You could also open a Coverdell Education Savings Account (previously called an Education IRA) that lets you put $2,000 a year, after taxes, into a bank account or other investments; earnings on that type of account are totally tax-free, provided the money is used for tuition when it's withdrawn.
It's amazing how far these plans will get you. For example, if you started putting $2,000 a year today into a Coverdell account earning 8%, after 18 years you'd have more than $80,000.
A popular rule of thumb says that retirees need only 70% of their pre-retirement income to maintain their lifestyle, since they no longer have to pay for such costs as commuting or for work clothes.
However, other costs go up in retirement, such as utility bills (if you're home all day), the price of hobbies and travel - and, of course, the cost of health care. In fact, some retirees find they need as much income in retirement as they spent while working.
Unfortunately, traditional pensions pay only a fraction of your salary, and Social Security won't make up the difference. In addition, the younger you are, the less certain you can be about how much money you'll receive at age 67 from any of the retirement plans you have today.

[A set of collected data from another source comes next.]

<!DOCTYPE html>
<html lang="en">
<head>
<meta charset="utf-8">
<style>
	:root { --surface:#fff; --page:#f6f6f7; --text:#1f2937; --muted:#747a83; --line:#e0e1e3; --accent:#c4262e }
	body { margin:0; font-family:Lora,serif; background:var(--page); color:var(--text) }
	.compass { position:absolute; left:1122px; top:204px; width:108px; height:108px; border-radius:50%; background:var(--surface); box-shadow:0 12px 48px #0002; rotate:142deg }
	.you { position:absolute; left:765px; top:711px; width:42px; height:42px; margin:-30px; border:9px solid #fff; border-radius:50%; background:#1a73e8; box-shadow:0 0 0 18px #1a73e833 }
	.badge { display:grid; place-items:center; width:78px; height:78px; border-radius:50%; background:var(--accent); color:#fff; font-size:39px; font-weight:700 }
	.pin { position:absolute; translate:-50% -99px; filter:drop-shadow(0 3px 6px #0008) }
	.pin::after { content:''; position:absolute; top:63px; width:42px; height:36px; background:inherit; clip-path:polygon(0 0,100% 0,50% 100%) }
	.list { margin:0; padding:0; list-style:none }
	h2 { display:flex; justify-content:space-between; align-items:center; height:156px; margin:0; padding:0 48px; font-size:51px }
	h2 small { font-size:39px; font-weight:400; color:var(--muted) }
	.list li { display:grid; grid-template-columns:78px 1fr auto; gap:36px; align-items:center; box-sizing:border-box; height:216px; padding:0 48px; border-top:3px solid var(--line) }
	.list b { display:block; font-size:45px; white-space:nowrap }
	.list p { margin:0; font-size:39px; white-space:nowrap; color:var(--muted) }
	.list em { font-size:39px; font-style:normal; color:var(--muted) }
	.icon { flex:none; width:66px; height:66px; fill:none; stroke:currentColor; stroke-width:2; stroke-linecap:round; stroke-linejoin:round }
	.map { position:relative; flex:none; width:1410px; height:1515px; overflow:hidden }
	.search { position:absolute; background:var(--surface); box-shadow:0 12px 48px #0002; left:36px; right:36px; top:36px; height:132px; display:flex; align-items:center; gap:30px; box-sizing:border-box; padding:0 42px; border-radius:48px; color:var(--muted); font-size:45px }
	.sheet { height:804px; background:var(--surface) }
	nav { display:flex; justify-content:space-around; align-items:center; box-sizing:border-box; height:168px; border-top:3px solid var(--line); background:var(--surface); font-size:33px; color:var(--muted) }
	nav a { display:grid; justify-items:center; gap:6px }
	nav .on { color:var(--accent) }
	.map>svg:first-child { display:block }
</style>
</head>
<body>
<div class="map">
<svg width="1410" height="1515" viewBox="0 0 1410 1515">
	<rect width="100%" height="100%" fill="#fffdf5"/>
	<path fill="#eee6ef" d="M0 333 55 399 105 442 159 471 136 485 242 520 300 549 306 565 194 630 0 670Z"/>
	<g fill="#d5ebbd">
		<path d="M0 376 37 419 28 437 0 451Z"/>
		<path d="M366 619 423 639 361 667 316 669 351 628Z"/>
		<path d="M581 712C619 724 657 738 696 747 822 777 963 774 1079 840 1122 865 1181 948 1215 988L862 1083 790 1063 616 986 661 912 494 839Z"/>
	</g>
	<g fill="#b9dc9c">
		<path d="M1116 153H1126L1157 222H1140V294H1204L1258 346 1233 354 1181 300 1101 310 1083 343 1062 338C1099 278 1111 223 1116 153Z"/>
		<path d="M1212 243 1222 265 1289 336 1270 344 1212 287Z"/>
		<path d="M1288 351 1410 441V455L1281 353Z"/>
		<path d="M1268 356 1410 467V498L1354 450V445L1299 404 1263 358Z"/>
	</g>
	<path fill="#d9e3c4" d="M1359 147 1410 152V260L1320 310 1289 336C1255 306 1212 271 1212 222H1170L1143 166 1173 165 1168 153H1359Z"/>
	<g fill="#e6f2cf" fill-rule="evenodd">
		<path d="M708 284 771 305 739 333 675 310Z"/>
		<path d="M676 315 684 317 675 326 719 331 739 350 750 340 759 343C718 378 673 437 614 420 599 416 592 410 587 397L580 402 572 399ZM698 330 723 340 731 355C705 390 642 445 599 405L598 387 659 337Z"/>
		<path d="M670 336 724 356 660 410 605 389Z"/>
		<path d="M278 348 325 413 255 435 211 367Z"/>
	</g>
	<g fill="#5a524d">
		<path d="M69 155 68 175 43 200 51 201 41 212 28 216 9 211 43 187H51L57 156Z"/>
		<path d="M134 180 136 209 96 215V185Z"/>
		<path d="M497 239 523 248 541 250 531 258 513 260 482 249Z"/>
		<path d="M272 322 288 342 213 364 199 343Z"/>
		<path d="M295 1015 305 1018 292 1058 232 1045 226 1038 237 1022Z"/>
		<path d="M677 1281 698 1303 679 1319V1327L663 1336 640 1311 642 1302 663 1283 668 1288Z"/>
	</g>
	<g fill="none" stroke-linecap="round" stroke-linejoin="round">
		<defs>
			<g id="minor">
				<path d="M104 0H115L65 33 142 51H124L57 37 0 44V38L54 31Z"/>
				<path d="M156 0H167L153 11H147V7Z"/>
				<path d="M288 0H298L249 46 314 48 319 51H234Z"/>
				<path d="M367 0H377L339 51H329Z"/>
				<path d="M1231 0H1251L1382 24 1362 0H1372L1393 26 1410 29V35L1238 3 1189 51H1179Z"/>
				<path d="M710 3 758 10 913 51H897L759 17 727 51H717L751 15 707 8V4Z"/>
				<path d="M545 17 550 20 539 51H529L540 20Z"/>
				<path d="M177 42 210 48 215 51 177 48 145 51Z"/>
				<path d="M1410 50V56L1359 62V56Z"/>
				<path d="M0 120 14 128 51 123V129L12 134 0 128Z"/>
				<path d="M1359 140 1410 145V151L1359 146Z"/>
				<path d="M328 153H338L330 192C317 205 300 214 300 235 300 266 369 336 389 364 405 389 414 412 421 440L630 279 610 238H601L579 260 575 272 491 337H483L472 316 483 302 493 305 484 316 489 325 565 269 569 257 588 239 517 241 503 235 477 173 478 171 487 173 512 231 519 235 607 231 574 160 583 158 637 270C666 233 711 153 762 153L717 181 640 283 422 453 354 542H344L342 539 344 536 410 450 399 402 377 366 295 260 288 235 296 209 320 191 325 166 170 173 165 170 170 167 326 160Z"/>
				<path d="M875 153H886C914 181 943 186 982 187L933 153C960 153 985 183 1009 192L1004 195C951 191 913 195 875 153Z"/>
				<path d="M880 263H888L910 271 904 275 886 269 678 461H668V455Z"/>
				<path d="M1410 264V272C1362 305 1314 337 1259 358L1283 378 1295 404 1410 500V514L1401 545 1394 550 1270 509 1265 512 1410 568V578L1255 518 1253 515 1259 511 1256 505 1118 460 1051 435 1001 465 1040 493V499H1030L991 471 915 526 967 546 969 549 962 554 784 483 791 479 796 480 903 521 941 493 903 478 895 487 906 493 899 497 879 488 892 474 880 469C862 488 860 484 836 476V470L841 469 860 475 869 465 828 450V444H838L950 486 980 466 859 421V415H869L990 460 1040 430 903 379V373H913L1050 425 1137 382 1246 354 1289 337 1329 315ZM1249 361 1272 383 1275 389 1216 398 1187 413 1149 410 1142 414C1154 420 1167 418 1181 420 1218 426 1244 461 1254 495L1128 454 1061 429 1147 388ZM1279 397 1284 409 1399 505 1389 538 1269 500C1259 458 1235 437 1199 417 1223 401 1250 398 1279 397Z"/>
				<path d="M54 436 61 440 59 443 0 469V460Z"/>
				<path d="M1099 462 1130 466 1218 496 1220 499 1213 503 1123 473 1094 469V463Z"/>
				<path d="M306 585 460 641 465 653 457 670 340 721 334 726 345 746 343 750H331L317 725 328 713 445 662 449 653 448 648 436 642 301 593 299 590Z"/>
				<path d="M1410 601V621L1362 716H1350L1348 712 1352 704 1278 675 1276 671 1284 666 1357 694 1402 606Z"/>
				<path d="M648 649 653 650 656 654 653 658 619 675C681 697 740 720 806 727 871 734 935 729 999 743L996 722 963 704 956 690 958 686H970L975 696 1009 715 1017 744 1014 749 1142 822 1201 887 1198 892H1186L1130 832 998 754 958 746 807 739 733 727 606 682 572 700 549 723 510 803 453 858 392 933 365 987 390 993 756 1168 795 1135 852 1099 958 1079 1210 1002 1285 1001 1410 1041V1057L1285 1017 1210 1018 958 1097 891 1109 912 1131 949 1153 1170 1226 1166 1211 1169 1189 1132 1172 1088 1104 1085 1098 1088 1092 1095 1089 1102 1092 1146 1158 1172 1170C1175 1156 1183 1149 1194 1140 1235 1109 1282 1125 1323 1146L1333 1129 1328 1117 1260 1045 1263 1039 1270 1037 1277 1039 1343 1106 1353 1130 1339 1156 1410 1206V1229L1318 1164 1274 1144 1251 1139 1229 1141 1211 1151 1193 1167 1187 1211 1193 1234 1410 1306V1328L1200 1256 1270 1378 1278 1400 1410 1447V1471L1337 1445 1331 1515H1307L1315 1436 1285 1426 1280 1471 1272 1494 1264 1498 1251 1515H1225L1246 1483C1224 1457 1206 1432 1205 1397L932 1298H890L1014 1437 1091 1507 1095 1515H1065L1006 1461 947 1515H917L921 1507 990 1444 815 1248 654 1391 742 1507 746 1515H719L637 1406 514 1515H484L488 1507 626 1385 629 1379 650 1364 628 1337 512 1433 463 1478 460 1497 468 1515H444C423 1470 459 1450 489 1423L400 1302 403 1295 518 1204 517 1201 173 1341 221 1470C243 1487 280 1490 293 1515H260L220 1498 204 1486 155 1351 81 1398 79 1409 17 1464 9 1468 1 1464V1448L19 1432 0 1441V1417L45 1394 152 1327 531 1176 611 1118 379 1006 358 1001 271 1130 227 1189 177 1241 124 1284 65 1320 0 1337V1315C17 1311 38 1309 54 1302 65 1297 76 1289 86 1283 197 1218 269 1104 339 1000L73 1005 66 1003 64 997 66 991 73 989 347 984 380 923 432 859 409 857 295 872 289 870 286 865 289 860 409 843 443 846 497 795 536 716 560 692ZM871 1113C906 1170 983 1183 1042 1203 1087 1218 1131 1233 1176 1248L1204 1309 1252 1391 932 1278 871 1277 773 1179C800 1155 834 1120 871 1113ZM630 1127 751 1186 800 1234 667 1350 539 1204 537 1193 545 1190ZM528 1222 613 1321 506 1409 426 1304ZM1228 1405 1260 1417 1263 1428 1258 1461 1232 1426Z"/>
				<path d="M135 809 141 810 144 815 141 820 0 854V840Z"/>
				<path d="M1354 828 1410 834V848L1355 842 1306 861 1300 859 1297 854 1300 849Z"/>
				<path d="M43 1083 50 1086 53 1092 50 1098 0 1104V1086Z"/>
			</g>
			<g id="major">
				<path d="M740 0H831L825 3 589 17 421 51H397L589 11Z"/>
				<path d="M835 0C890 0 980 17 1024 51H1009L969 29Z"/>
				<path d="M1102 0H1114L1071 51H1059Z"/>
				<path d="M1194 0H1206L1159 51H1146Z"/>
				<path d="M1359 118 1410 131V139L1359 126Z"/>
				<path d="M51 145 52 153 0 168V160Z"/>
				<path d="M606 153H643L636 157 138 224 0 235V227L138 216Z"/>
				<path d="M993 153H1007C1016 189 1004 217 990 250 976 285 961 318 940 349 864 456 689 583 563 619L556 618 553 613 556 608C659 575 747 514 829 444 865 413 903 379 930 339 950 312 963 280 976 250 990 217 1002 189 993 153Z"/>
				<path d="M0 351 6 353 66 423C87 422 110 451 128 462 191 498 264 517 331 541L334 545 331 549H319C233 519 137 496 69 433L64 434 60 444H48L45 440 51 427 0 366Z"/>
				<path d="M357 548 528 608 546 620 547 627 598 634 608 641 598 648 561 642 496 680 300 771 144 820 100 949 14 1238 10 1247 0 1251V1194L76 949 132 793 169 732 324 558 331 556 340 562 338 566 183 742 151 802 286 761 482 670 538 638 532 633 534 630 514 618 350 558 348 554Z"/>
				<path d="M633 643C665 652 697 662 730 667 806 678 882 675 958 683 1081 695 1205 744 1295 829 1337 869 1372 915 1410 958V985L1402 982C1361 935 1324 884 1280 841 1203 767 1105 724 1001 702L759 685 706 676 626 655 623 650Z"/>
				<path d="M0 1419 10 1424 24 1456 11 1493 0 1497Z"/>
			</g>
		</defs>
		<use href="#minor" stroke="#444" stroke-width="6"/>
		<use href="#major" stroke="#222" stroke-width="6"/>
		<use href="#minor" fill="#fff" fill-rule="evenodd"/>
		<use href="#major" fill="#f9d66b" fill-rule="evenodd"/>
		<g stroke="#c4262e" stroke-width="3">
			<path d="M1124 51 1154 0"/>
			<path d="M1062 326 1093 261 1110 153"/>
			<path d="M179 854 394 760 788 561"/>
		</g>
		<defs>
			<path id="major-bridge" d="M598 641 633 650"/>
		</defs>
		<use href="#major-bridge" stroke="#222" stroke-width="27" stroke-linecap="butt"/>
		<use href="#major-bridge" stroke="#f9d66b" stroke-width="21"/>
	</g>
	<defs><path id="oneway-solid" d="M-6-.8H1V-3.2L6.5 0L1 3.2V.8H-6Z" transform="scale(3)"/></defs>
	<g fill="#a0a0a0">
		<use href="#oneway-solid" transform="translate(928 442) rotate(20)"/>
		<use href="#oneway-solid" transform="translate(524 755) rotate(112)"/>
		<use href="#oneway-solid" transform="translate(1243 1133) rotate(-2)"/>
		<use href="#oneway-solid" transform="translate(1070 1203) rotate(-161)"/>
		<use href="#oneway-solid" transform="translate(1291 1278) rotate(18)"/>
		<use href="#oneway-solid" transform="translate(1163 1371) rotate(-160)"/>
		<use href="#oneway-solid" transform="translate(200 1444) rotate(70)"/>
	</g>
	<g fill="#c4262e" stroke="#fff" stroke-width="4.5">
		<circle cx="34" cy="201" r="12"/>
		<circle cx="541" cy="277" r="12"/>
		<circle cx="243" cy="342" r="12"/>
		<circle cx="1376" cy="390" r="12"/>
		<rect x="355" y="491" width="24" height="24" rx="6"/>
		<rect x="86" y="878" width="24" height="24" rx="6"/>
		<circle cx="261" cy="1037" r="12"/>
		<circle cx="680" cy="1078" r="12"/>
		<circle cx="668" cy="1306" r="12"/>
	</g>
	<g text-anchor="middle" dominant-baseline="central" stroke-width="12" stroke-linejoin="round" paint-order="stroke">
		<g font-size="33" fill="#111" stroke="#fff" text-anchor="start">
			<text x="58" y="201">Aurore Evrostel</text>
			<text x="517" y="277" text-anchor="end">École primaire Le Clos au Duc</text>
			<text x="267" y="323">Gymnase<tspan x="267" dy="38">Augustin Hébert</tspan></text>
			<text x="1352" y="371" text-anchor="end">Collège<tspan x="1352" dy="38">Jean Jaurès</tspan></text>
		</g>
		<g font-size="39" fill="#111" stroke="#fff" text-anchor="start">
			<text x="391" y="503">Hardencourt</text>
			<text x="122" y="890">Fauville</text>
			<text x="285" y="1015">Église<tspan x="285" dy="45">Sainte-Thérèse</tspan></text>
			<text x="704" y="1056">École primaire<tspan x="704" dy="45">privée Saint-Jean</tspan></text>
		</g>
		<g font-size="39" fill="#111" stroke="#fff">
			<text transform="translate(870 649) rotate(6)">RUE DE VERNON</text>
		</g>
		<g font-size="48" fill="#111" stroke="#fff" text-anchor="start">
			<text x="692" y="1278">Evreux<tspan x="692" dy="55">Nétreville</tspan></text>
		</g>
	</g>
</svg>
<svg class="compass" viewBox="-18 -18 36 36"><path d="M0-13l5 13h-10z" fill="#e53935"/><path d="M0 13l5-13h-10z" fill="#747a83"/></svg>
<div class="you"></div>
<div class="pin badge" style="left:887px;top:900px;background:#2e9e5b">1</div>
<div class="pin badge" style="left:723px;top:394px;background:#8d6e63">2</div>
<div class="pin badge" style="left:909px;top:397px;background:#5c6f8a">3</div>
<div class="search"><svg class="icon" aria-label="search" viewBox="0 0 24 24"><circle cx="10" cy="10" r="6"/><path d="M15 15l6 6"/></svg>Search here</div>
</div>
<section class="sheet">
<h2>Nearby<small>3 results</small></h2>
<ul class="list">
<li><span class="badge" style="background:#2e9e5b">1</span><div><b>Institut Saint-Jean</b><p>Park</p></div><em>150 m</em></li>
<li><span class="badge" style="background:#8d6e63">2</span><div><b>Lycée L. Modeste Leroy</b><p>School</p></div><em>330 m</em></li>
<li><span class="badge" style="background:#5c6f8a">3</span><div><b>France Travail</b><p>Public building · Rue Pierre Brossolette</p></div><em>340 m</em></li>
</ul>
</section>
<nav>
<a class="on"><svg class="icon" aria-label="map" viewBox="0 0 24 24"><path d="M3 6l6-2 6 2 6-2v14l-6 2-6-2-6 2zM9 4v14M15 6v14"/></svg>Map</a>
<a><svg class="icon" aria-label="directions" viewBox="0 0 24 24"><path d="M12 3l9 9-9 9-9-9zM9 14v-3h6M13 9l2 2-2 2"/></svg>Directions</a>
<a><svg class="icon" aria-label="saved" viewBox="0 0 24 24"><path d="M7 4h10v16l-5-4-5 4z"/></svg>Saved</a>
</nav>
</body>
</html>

Why? Because Social Security benefits may be revised, and employers are free at any time to change their pension-plan formulas. (They can't do so retroactively - every retirement dollar that you've already qualified for is yours to keep.) Of course, Congress can change the laws governing retirement savings plans at any time.
Moreover, the recent economic downturn has underscored the point that stocks can be extremely volatile in the short term, even if they remain among the most consistent performers over long periods. Thus, the stock portion of any retirement portfolio needs to take into account the possibility of sharp downturns.
To make your retirement finances secure, you need to contribute to as many different plans as possible. If you have a 401(k), 403(b), or 457 program at work, put in as much money as you can.
Most employers will match your contributions, giving you money for retirement that you won't get any other way. If you have no retirement plan at work, contribute to an IRA. Note that contributions to all of these plans are tax-deferred, so that you, Uncle Sam, and your boss together could be adding to your retirement stash.
Then to insure against possible new retirement-plan rules mandated by Congress, you need to have your own taxable savings plan as well - ideally invested in stocks, bonds, or mutual funds, which can return more than bank accounts. Best of all, as your investing account grows, it can help you finance other goals.